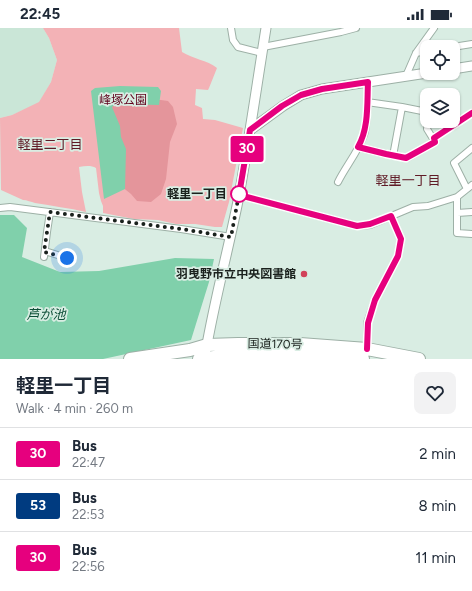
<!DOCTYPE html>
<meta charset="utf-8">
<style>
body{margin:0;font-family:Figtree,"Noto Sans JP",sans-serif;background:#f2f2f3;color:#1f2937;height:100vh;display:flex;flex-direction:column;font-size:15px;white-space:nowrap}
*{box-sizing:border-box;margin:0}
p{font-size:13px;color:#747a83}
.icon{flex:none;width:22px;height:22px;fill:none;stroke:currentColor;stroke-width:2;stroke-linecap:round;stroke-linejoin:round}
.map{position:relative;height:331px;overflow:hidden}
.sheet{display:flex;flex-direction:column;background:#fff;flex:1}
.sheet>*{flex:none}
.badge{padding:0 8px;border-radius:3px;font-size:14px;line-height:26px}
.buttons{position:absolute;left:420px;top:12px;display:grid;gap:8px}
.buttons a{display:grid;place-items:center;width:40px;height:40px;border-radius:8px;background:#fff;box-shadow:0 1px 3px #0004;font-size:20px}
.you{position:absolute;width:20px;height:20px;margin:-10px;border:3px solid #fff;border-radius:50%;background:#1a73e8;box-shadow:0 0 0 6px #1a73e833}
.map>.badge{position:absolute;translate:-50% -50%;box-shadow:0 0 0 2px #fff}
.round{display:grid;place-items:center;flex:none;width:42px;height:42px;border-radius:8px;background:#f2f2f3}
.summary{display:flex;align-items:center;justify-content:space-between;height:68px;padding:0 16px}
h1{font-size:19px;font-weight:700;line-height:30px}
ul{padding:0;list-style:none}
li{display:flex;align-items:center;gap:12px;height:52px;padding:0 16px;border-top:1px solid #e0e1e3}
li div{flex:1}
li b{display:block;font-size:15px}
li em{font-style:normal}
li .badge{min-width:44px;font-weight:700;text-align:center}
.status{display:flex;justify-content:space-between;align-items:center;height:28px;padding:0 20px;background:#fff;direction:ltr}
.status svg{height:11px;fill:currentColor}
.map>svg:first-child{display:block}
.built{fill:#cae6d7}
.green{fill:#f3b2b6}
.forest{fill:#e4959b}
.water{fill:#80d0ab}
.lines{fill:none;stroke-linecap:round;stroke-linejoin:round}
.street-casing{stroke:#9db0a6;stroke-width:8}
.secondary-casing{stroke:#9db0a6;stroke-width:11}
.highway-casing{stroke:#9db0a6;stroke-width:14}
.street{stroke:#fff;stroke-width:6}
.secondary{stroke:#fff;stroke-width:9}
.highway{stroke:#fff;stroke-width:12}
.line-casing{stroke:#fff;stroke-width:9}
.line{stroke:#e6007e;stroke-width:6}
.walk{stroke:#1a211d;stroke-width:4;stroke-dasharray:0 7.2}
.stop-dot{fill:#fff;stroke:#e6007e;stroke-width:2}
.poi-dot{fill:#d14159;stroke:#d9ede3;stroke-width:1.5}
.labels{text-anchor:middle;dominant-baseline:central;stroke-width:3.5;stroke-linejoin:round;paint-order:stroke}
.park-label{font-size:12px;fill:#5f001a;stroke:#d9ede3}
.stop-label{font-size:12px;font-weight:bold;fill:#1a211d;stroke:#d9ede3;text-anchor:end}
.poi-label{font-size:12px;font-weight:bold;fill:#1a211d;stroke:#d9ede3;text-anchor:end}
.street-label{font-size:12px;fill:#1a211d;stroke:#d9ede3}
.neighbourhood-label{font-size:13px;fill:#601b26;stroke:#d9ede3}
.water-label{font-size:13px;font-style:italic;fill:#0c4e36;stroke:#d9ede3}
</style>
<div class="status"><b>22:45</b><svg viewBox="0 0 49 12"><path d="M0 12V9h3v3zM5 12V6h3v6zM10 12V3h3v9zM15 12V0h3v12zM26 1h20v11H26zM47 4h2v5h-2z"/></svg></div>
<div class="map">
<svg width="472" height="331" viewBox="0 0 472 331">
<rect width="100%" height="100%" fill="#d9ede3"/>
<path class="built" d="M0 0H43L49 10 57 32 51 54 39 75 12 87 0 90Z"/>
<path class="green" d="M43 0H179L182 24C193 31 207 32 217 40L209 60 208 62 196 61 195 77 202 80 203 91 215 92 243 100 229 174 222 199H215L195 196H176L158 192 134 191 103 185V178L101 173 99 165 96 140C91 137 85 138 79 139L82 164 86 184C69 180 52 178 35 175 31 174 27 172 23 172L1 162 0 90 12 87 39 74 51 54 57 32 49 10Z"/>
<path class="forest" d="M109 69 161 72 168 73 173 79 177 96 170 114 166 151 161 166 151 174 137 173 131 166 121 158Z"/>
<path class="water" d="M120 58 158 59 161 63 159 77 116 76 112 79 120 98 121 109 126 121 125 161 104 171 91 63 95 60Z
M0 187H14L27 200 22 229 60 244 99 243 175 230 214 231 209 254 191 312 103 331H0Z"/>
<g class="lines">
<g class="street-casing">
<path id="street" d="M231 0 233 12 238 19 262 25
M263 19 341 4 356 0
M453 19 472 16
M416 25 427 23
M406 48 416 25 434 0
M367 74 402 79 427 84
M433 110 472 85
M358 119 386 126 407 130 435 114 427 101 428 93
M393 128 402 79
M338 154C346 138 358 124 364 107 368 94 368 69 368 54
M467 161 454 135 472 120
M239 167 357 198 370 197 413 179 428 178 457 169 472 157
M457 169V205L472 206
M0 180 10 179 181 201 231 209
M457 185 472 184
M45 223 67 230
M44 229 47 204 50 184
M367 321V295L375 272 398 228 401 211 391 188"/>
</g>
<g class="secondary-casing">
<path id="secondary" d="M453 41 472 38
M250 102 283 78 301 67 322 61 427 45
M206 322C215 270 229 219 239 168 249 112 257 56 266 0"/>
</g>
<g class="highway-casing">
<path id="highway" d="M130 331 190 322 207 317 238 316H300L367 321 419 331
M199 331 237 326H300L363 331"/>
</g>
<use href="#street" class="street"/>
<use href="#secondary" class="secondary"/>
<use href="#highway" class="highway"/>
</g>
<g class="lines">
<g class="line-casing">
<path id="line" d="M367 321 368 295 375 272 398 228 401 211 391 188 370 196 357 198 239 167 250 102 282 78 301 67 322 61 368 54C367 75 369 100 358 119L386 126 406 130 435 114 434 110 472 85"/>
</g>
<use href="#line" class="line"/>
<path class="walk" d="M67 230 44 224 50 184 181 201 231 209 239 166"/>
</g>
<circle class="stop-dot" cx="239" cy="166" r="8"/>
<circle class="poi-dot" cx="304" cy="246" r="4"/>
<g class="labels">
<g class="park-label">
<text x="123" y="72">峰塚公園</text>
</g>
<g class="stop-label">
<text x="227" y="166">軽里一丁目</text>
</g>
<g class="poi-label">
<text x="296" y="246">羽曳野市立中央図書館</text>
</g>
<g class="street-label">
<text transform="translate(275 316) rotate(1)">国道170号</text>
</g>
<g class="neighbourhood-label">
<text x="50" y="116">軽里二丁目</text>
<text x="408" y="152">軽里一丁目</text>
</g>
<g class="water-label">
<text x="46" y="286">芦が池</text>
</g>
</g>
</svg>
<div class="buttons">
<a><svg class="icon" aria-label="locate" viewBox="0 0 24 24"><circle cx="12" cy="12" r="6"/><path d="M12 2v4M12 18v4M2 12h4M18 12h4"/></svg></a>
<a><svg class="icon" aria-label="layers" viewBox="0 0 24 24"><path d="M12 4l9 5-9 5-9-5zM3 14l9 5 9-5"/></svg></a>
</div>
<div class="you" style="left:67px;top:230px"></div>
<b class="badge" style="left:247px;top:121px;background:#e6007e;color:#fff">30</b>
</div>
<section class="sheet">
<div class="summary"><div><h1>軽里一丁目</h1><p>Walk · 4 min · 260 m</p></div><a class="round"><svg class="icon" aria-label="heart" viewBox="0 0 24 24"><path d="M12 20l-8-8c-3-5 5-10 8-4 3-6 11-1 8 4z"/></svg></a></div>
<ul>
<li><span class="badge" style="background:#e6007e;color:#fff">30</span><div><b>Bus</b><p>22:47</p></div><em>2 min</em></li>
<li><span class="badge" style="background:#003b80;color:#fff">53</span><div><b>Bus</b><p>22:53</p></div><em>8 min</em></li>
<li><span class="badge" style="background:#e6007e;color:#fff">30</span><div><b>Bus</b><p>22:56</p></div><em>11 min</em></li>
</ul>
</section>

(Directions for this task) Begin with the first line of the records and repeat every line up to the one with "solid #fff;border-radius:50%;background:#1a73e8;box-shadow:0 0", counting that line too. Pictures are not part of the copy.

(Your response)
<!DOCTYPE html>
<meta charset="utf-8">
<style>
body{margin:0;font-family:Figtree,"Noto Sans JP",sans-serif;background:#f2f2f3;color:#1f2937;height:100vh;display:flex;flex-direction:column;font-size:15px;white-space:nowrap}
*{box-sizing:border-box;margin:0}
p{font-size:13px;color:#747a83}
.icon{flex:none;width:22px;height:22px;fill:none;stroke:currentColor;stroke-width:2;stroke-linecap:round;stroke-linejoin:round}
.map{position:relative;height:331px;overflow:hidden}
.sheet{display:flex;flex-direction:column;background:#fff;flex:1}
.sheet>*{flex:none}
.badge{padding:0 8px;border-radius:3px;font-size:14px;line-height:26px}
.buttons{position:absolute;left:420px;top:12px;display:grid;gap:8px}
.buttons a{display:grid;place-items:center;width:40px;height:40px;border-radius:8px;background:#fff;box-shadow:0 1px 3px #0004;font-size:20px}
.you{position:absolute;width:20px;height:20px;margin:-10px;border:3px solid #fff;border-radius:50%;background:#1a73e8;box-shadow:0 0 0 6px #1a73e833}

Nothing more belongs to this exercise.